Formal supports the following policy evaluation stages for S3:

* **Session**: Evaluate and enforce policies at connection time
* **Request**: Evaluate and enforce policies before request execution

## Rate-limiting access to buckets

The Formal policy engine supports enforcing rate limits on accesses to S3 buckets based on access counts for a given user over the last minute or hour.
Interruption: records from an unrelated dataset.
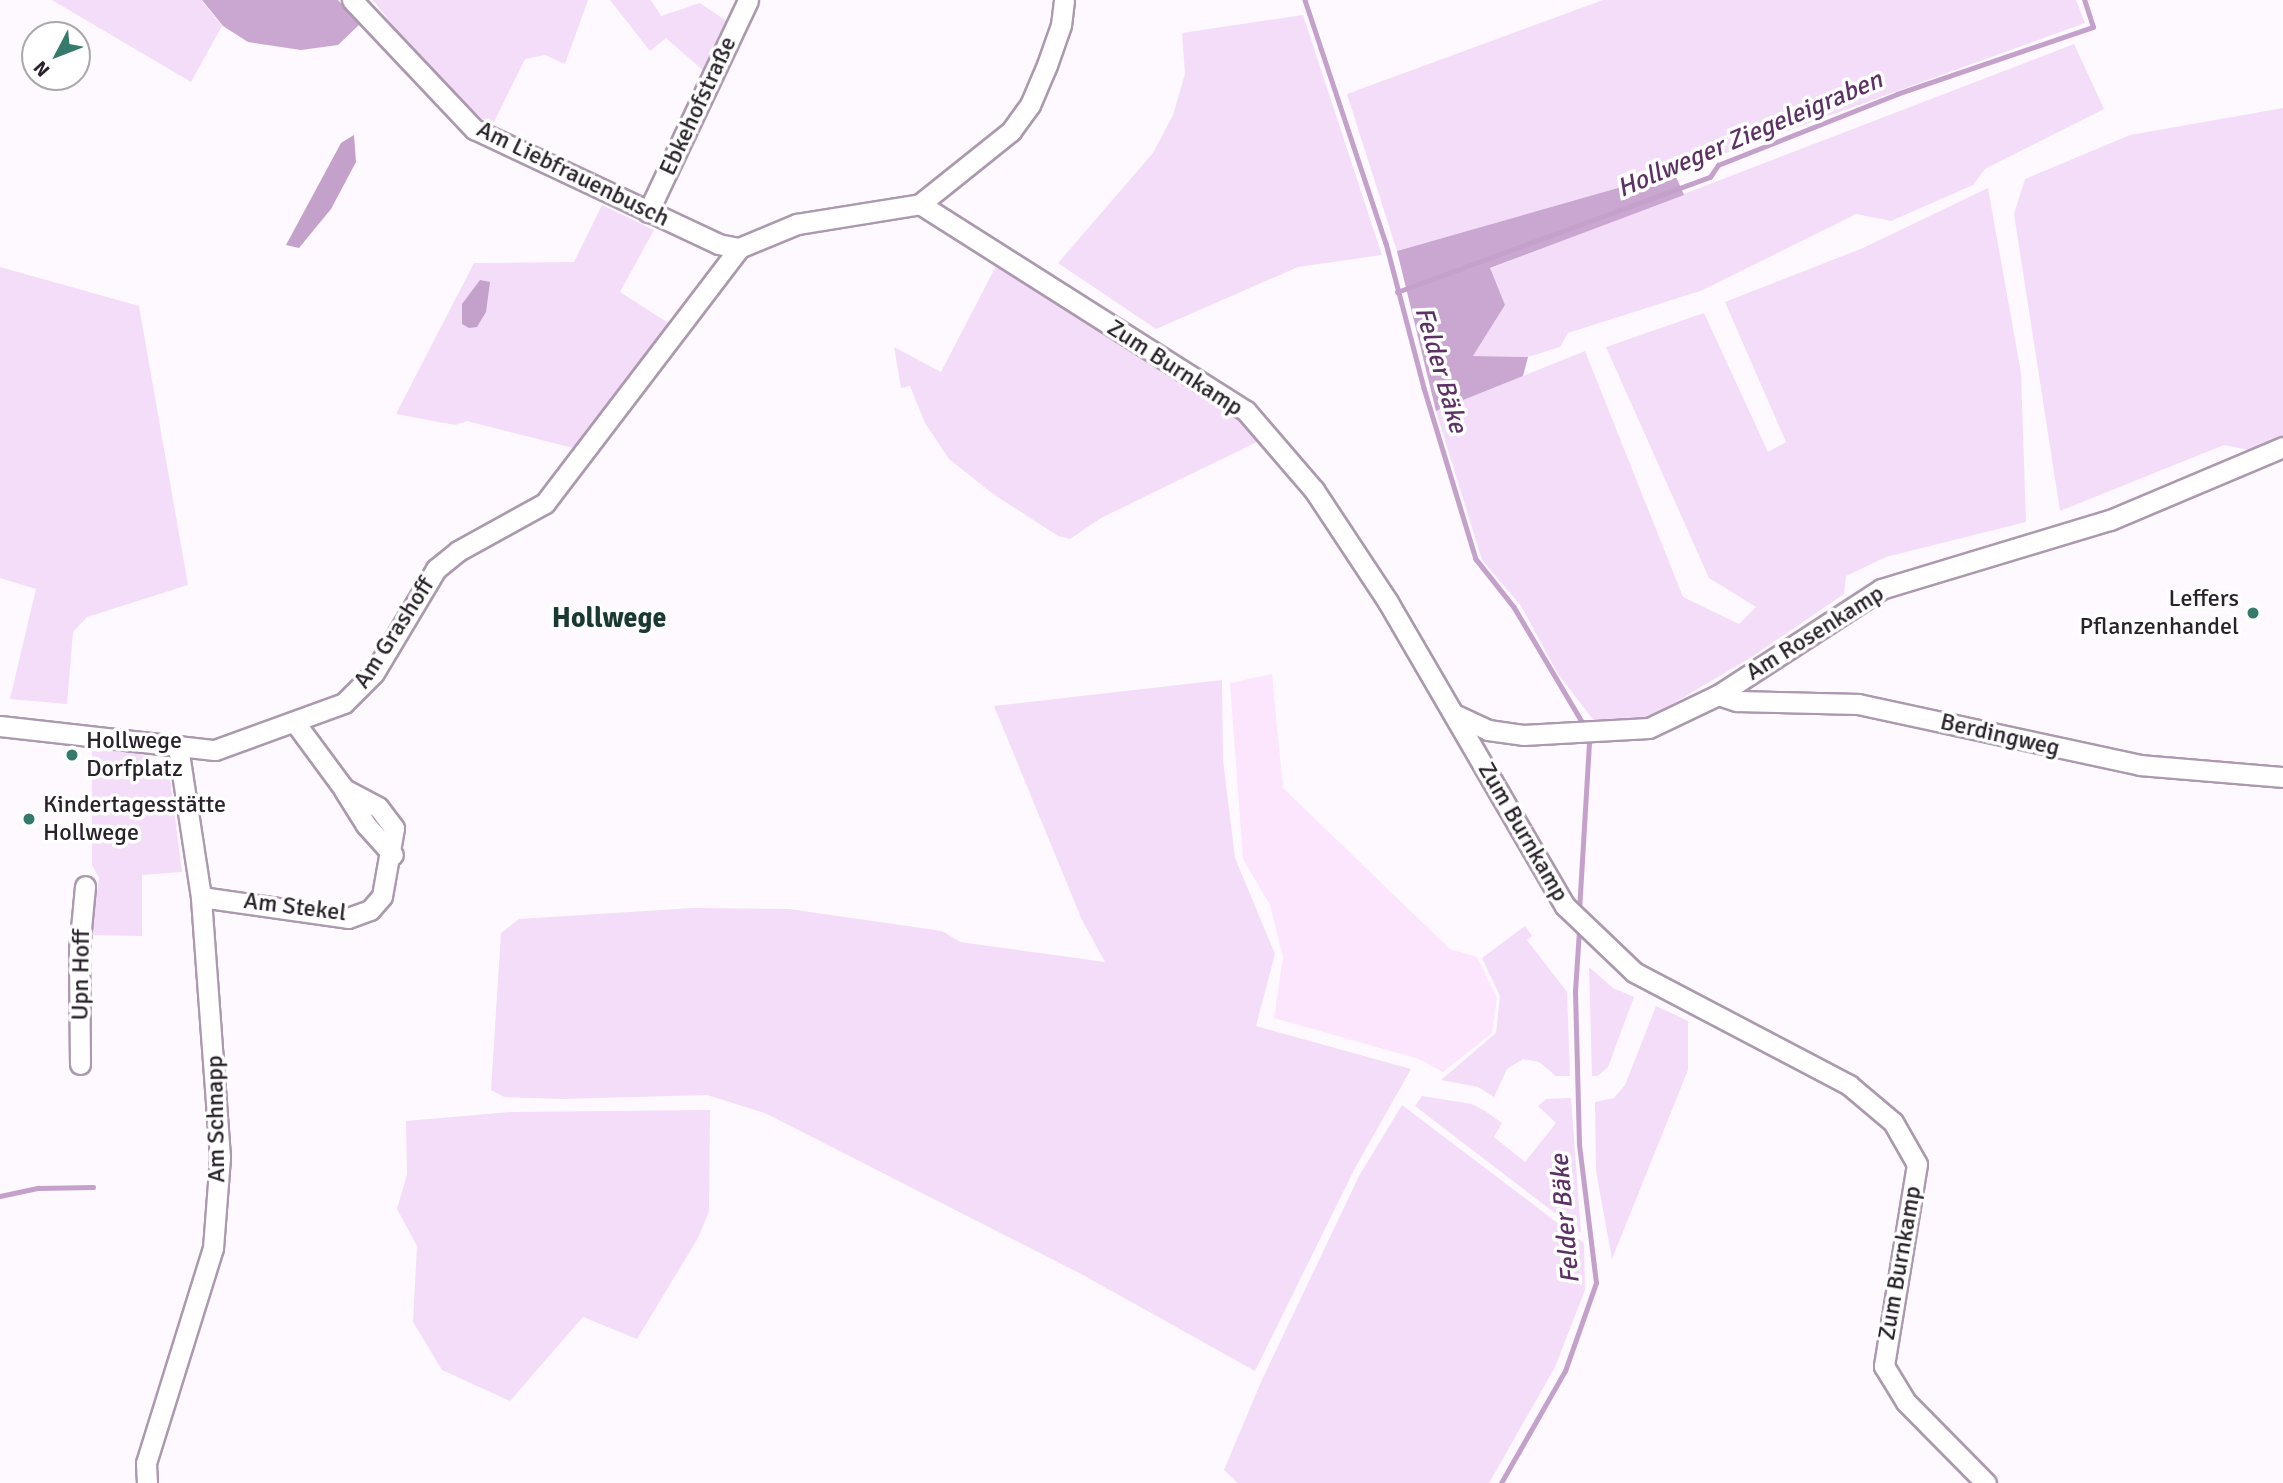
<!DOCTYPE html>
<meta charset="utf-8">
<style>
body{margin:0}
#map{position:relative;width:2283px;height:1483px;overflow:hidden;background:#fdf9fe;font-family:Signika,sans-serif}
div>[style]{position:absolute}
.built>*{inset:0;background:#fbe6fe}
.green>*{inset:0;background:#f4ddf8}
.forest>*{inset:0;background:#caa7d0}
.water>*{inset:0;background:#c4a1ca}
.stream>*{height:4.5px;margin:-2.25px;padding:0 2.25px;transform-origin:2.25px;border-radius:2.25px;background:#c4a1ca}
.roads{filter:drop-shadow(2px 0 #ac99af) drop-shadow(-2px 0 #ac99af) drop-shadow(0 2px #ac99af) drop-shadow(0 -2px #ac99af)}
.minor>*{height:19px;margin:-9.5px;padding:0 9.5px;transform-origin:9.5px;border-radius:9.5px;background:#fff}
.dots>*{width:19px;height:19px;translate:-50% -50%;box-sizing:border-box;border:4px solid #fff;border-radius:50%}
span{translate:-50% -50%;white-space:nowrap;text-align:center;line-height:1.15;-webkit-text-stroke:7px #fff;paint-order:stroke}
.street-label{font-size:24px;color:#29222a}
.poi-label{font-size:24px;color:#29222a}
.right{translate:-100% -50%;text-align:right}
.left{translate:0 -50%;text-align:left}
.water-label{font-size:26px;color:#5d3165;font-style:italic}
.quarter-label{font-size:28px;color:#193932;font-weight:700}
.north{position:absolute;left:21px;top:21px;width:70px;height:70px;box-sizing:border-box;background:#fff;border:2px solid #a9a7aa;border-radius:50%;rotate:228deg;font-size:19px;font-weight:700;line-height:28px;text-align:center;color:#29222a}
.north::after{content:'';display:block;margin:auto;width:24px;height:32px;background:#367a6c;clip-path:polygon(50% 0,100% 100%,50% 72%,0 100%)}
</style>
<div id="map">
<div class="built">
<div style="clip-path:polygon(1272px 674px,1283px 788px,1450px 949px,1477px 957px,1497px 998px,1492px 1033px,1443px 1072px,1419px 1059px,1274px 1018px,1283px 957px,1270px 905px,1243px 859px,1230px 683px)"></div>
</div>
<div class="green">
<div style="clip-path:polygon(52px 0,201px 0,222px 26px,191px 82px)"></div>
<div style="clip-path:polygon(373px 0,588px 0,565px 64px,545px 55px,525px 59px,493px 124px,481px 118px,409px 47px)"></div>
<div style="clip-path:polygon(610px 0,651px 0,661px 16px,700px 3px,728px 22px,706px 73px,666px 38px,650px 51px)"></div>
<div style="clip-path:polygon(1603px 0,2076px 0,2085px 23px,1674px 172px,1397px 251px,1347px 94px)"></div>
<div style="clip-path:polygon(1303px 15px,1382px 255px,1298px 267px,1156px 329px,1058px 263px,1153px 153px,1173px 115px,1185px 74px,1182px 33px)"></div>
<div style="clip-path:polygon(2074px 44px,2104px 109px,1985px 169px,1973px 185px,1891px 221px,1856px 214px,1703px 290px,1568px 333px,1560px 347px,1528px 357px,1473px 356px,1505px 305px,1489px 269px)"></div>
<div style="clip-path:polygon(2283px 108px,2283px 437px,2253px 451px,2224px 445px,2060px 511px,2014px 214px,2025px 179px,2130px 135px)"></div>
<div style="clip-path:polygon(1988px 188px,2021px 373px,2026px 522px,1886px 557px,1846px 576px,1844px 594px,1750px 658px,1650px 717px,1595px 722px,1558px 674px,1521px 606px,1482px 560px,1436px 411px,1585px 351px,1683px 597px,1739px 624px,1756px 607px,1709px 578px,1606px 347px,1704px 313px,1768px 452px,1786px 442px,1725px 302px,1863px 248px)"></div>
<div style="clip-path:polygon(602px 205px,654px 230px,620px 292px,670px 324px,577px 449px,467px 421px,455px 425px,396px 414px,474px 263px,574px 262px)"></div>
<div style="clip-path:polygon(996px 266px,1239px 420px,1259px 441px,1101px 518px,1070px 539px,1058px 536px,993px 494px,949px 459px,925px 423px,910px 386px,901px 388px,894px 347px,941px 372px)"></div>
<div style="clip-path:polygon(0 267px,139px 306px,188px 585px,87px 617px,73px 632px,67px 704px,10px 699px,36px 589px,0 578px)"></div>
<div style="clip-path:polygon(1222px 680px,1223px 760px,1235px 858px,1275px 954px,1256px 1026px,1411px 1069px,1354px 1170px,1255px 1371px,1083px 1275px,765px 1113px,707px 1095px,562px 1099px,504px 1097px,491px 1090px,501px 933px,519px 919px,693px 908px,789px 909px,942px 931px,960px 942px,1105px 962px,1082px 920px,994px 706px)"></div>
<div style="clip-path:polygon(92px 749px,139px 753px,169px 771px,182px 872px,142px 875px,142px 936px,86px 935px,90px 900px,97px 892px,99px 878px,92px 865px)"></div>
<div style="clip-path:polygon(1525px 926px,1532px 936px,1527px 940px,1567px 992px,1570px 1076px,1556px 1076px,1539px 1062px,1523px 1059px,1507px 1069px,1494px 1097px,1478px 1087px,1441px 1080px,1496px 1033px,1500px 996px,1482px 958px)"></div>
<div style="clip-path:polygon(1589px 967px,1613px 988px,1634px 997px,1608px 1067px,1598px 1076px,1592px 1076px)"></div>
<div style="clip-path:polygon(1656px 1006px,1688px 1021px,1688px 1070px,1612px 1259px,1596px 1171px,1595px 1102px,1614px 1098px,1625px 1085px)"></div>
<div style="clip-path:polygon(1422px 1096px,1472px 1104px,1485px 1111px,1502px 1123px,1494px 1137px,1525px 1162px,1556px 1123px,1538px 1106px,1546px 1099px,1571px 1098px,1581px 1233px,1415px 1106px)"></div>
<div style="clip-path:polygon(1402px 1105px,1584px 1243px,1585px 1290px,1555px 1367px,1489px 1483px,1238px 1483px,1224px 1470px,1261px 1382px,1359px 1176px)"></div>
<div style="clip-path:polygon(710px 1110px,709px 1211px,698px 1238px,637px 1339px,583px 1317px,510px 1401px,442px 1370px,413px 1322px,417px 1246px,397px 1209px,407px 1174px,406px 1121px,511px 1112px)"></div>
</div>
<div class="forest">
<div style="clip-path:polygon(202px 0,338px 0,360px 24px,338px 45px,301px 50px,248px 42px,223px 26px)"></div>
<div style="clip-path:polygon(1674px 172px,1684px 195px,1490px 268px,1505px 305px,1473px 356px,1528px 357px,1523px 376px,1436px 411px,1397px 251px)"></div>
</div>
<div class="water">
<div style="clip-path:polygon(354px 135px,356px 162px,331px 209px,299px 248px,286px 245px,341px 143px)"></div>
<div style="clip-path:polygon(480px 280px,490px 282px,486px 312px,477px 327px,469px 328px,462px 324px,462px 304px)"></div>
</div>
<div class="stream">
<div style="left:1305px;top:0;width:256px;rotate:71.6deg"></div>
<div style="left:1386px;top:243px;width:150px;rotate:75.3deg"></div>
<div style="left:1424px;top:388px;width:179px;rotate:73.1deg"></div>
<div style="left:1476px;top:559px;width:61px;rotate:51.6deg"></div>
<div style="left:1514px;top:607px;width:137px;rotate:59.3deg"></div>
<div style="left:1397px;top:292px;width:333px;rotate:-20.2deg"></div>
<div style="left:1710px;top:177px;width:14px;rotate:-56deg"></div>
<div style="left:1718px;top:165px;width:193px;rotate:-21.6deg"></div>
<div style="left:1897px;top:94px;width:207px;rotate:-18.9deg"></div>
<div style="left:2093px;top:27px;width:28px;rotate:-108deg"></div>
<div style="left:1579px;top:911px;width:167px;rotate:-86.6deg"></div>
<div style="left:0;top:1196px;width:39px;rotate:-12deg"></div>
<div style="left:38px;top:1188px;width:55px;rotate:-1deg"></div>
<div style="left:1501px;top:1483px;width:129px;rotate:-60.3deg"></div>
<div style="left:1565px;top:1371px;width:93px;rotate:-70.6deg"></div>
<div style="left:1596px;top:1283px;width:140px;rotate:-97deg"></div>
<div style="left:1579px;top:1144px;width:153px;rotate:-91.5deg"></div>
<div style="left:1575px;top:991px;width:61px;rotate:-86.2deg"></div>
</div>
<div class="roads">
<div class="minor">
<div style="left:352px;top:0;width:178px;rotate:46.6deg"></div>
<div style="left:474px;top:129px;width:270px;rotate:25.2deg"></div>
<div style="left:718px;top:244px;width:21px;rotate:11deg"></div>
<div style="left:920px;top:204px;width:386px;rotate:32.4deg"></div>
<div style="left:1246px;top:411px;width:104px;rotate:49.3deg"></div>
<div style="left:1314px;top:490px;width:134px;rotate:56.5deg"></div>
<div style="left:1388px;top:602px;width:352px;rotate:59.8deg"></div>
<div style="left:1565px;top:906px;width:95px;rotate:43.7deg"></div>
<div style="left:1634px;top:972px;width:243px;rotate:27.7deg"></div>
<div style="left:1849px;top:1085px;width:57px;rotate:40.1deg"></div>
<div style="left:1893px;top:1122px;width:48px;rotate:60.3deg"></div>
<div style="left:1917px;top:1164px;width:205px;rotate:99.3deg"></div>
<div style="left:1884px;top:1366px;width:42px;rotate:58.6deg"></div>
<div style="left:1906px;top:1402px;width:114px;rotate:45.4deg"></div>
<div style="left:648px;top:212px;width:234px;rotate:-64.7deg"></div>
<div style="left:1718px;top:695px;width:20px;rotate:18deg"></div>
<div style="left:1737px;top:701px;width:121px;rotate:1.4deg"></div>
<div style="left:1858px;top:704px;width:289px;rotate:12.2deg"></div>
<div style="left:2140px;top:765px;width:144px;rotate:4.8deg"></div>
<div style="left:1454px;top:714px;width:38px;rotate:25deg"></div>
<div style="left:1488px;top:730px;width:35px;rotate:8deg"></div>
<div style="left:1523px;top:735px;width:126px;rotate:-3.2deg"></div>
<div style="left:1649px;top:728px;width:76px;rotate:-25.6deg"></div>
<div style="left:1718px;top:695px;width:194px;rotate:-33deg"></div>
<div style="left:1881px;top:589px;width:239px;rotate:-16.8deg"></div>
<div style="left:2110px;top:520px;width:188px;rotate:-22.9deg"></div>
<div style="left:0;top:726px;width:216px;rotate:6.4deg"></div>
<div style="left:215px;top:750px;width:137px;rotate:-20deg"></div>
<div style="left:344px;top:703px;width:42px;rotate:-45deg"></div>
<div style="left:374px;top:673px;width:121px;rotate:-59.2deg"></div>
<div style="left:436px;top:569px;width:28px;rotate:-39deg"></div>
<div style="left:458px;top:551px;width:99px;rotate:-28.9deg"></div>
<div style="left:545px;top:503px;width:320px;rotate:-52.7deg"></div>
<div style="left:739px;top:248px;width:63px;rotate:-22.5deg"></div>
<div style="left:797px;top:224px;width:125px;rotate:-9.2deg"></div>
<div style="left:920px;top:204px;width:117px;rotate:-38.7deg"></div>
<div style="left:1011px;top:131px;width:32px;rotate:-54deg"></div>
<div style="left:1030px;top:105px;width:43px;rotate:-67deg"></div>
<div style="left:1047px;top:65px;width:42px;rotate:-70.7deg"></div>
<div style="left:1061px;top:25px;width:25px;rotate:-83deg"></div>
<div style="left:344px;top:790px;width:41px;rotate:57.8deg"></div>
<div style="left:366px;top:825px;width:40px;rotate:48deg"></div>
<div style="left:201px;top:897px;width:148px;rotate:8.1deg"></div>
<div style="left:348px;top:918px;width:23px;rotate:-20deg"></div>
<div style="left:370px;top:910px;width:18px;rotate:-49deg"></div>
<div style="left:382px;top:896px;width:69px;rotate:-80deg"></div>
<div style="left:394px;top:828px;width:26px;rotate:-127deg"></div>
<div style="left:378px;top:807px;width:38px;rotate:-152deg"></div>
<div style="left:344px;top:789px;width:81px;rotate:-126.4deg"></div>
<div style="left:80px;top:1064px;width:114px;rotate:-90.5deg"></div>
<div style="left:79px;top:950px;width:64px;rotate:-84.6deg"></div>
<div style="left:147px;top:1483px;width:20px;rotate:-93deg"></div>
<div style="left:146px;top:1463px;width:225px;rotate:-72.7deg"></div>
<div style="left:213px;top:1248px;width:91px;rotate:-85.6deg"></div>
<div style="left:220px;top:1157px;width:261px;rotate:-94.2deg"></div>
<div style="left:201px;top:897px;width:152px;rotate:-98.7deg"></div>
</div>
</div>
<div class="dots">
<div style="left:2253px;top:613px;background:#367a6c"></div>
<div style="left:72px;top:755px;background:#367a6c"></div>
<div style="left:29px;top:819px;background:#367a6c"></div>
</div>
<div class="street-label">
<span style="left:698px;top:106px;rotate:-65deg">Ebkehofstraße</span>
<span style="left:573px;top:174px;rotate:26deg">Am Liebfrauenbusch</span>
<span style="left:1175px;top:368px;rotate:33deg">Zum Burnkamp</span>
<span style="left:394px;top:633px;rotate:-57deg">Am Grashoff</span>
<span style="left:1815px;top:633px;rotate:-32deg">Am Rosenkamp</span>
<span style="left:2000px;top:735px;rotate:13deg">Berdingweg</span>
<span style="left:1523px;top:832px;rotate:60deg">Zum Burnkamp</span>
<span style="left:295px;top:907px;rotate:7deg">Am Stekel</span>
<span style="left:81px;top:975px;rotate:-89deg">Upn Hoff</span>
<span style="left:216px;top:1119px;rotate:-91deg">Am Schnapp</span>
<span style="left:1900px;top:1263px;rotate:-80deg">Zum Burnkamp</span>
</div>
<div class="poi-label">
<span class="right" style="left:2239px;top:613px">Leffers<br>Pflanzenhandel</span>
<span class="left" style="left:86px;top:755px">Hollwege<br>Dorfplatz</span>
<span class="left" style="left:43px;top:819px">Kindertagesstätte<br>Hollwege</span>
</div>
<div class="water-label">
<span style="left:1750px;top:135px;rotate:-23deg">Hollweger Ziegeleigraben</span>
<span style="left:1440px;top:370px;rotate:74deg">Felder Bäke</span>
<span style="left:1566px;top:1219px;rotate:-95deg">Felder Bäke</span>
</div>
<div class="quarter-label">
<span style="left:609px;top:618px">Hollwege</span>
</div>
<div class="north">N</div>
</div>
An example of such a policy is below.

```rego theme={null}
package formal.v2

import future.keywords.if

request := { "action": "block", "type": "block_with_formal_message" } if {
  input.bucket.name == "s3-demo-bucket-formal"
  input.bucket.access_count.last_minute > 3
}
```

Note that rate limits are automatically shared across connector instances in high-availability deployments. The connector instances discover each other and synchronize rate limit counters to ensure accurate enforcement across the cluster. See [Clustering](/docs/guides/core-concepts/connectors/clustering) for configuration details.